# Lighting Q



## KeMo (Sep 3, 2010)

So I am still running my 2 , 65 watt Pc lights on my tank.
I was wondering if there would be any ill effects from running say 2 actinic lights in it instead if 1 actinic and one 10,000 k .
Is this going to effect my corals ,coralline growth or anything on the negative side ?
Thanks everyone.

Oh just another short Q. Does anyone know of a company that does tank sitting other then Big Als ? As I am going to the states for about a month with my Reserve unit and need to look into that.


----------



## marblerye (Jul 25, 2010)

i did tons of research on this when i was in the market a long time ago for a T5 unit.. let's see what i can recall without getting too scientific...

i know that actinics promote coral and invertebrate growth as it feeds the zooaxanthellae algae, as well its wavelength peaks at 420nm which gives it that blue appearance. this is good because it makes coral colors really 'pop' with vibrance. however, you still need the daylight lamp (10,000k or higher) to complete the spectrum which acts like sunlight for your tank. running only actinics won't be able to do this, so yeah you'll need both lamps. 

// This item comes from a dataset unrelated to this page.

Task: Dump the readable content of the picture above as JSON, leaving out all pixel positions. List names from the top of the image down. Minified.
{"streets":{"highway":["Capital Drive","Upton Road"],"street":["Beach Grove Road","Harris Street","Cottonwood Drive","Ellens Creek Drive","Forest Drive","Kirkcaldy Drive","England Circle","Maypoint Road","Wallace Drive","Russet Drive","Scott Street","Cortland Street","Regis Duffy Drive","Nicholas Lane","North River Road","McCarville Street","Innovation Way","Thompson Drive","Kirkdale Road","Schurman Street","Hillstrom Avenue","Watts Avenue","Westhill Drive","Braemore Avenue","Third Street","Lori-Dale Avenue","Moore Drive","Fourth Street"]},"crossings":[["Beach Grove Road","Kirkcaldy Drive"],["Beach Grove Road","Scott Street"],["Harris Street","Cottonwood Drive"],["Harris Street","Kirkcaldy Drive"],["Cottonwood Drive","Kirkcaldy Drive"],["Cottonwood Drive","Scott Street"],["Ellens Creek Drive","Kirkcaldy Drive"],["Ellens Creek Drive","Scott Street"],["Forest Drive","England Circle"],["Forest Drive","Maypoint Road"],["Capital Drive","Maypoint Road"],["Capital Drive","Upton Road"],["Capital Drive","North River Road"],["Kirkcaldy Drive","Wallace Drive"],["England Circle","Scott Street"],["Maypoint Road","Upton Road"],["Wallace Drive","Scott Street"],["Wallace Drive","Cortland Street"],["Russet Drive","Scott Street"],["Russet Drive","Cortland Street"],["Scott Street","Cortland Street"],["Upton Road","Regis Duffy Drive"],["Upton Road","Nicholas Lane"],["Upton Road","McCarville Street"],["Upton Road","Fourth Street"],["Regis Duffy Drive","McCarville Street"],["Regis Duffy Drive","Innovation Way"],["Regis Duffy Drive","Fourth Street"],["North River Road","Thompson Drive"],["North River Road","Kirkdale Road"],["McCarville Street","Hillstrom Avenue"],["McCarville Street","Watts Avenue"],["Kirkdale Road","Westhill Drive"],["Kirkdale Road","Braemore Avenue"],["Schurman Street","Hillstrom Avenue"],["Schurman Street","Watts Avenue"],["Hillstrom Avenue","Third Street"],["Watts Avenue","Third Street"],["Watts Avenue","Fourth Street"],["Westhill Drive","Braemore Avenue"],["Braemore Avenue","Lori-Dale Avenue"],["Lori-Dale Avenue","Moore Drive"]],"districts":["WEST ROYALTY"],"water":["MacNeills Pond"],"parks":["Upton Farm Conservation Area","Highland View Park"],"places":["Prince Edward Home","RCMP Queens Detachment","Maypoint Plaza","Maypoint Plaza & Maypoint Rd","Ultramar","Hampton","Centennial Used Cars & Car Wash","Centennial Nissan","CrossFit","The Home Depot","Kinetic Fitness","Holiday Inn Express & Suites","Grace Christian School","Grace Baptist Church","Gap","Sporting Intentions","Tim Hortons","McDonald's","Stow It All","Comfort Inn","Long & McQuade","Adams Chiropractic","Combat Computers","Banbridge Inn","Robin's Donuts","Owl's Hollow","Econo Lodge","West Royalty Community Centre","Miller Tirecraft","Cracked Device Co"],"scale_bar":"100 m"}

on my tank i've noticed that my anemones respond really well to the daylight (14,000k) lamps because when it comes on that's when the anemones bubble up and extend to absorb the light. this doesn't happen too much when the actinics are up though, so i know it gets more 'food' from the daylight lamps than they probably do from the actinics alone. however with my fixture it's on a timer to turn on the actinics first in the morning to say it's sunrise, then the daylights come on with the actinics for the day until in the evening the daylights go off while actinics stay on to signify it's sunset and then at night the actinics shut off and moonlights follow to say it's goodnight.


----------



## marblerye (Jul 25, 2010)

just wanted to add; i read somewhere (i think the manual..) that using only actinics for a long period of time can actually cause blindness to your fish.. and humans too if you stare at it enough daily. Okay maybe not sudden blindness but it can mess up your vision real bad. 
actinics are on all the time on my setup from sunrise to sunset with the daylights going on in between so i can only assume this disclaimer refers to using ONLY actinics on as your dominant lighting source. Afterall it's light hanging out in only one spectrum which i guess can damage the retina just like staring at the sun (most likely at a lesser rate).


----------



## KeMo (Sep 3, 2010)

Ok thanks. I was kinda thinking something along the same lines with having the one spectrum.. I am just gona run a 50/50 with the actinc until my 4 bulb t5 comes next week.


----------